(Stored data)
>>

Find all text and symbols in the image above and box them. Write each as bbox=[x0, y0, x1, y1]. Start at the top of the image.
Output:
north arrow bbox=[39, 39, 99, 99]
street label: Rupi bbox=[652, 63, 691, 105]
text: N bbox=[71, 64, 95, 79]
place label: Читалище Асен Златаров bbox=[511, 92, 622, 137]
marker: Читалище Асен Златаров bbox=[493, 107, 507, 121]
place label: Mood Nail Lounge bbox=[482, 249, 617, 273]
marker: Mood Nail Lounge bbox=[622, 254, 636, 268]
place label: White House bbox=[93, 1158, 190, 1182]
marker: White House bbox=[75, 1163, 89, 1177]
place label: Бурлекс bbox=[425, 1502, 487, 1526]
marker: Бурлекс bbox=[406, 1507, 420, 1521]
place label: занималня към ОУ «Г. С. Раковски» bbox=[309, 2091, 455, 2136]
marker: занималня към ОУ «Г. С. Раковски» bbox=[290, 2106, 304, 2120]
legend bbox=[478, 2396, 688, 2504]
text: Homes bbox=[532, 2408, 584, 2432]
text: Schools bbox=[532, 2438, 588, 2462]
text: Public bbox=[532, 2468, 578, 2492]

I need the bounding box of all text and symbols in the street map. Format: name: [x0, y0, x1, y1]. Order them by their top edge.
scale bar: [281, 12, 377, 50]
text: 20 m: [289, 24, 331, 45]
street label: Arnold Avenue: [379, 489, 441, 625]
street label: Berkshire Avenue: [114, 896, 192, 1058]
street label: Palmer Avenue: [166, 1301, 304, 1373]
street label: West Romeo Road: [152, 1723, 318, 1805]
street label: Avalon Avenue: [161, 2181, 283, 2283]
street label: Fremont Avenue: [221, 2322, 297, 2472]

<<

**Problem to solve**
Without changing a word, write out each entry again.

**Answer section**
Find all text and symbols in the image above and box them. Write each as bbox=[x0, y0, x1, y1]. Start at the top of the image.
Output:
north arrow bbox=[39, 39, 99, 99]
street label: Rupi bbox=[652, 63, 691, 105]
text: N bbox=[71, 64, 95, 79]
place label: Читалище Асен Златаров bbox=[511, 92, 622, 137]
marker: Читалище Асен Златаров bbox=[493, 107, 507, 121]
place label: Mood Nail Lounge bbox=[482, 249, 617, 273]
marker: Mood Nail Lounge bbox=[622, 254, 636, 268]
place label: White House bbox=[93, 1158, 190, 1182]
marker: White House bbox=[75, 1163, 89, 1177]
place label: Бурлекс bbox=[425, 1502, 487, 1526]
marker: Бурлекс bbox=[406, 1507, 420, 1521]
place label: занималня към ОУ «Г. С. Раковски» bbox=[309, 2091, 455, 2136]
marker: занималня към ОУ «Г. С. Раковски» bbox=[290, 2106, 304, 2120]
legend bbox=[478, 2396, 688, 2504]
text: Homes bbox=[532, 2408, 584, 2432]
text: Schools bbox=[532, 2438, 588, 2462]
text: Public bbox=[532, 2468, 578, 2492]

I need the bounding box of all text and symbols in the street map. Format: name: [x0, y0, x1, y1]. Order them by their top edge.
scale bar: [281, 12, 377, 50]
text: 20 m: [289, 24, 331, 45]
street label: Arnold Avenue: [379, 489, 441, 625]
street label: Berkshire Avenue: [114, 896, 192, 1058]
street label: Palmer Avenue: [166, 1301, 304, 1373]
street label: West Romeo Road: [152, 1723, 318, 1805]
street label: Avalon Avenue: [161, 2181, 283, 2283]
street label: Fremont Avenue: [221, 2322, 297, 2472]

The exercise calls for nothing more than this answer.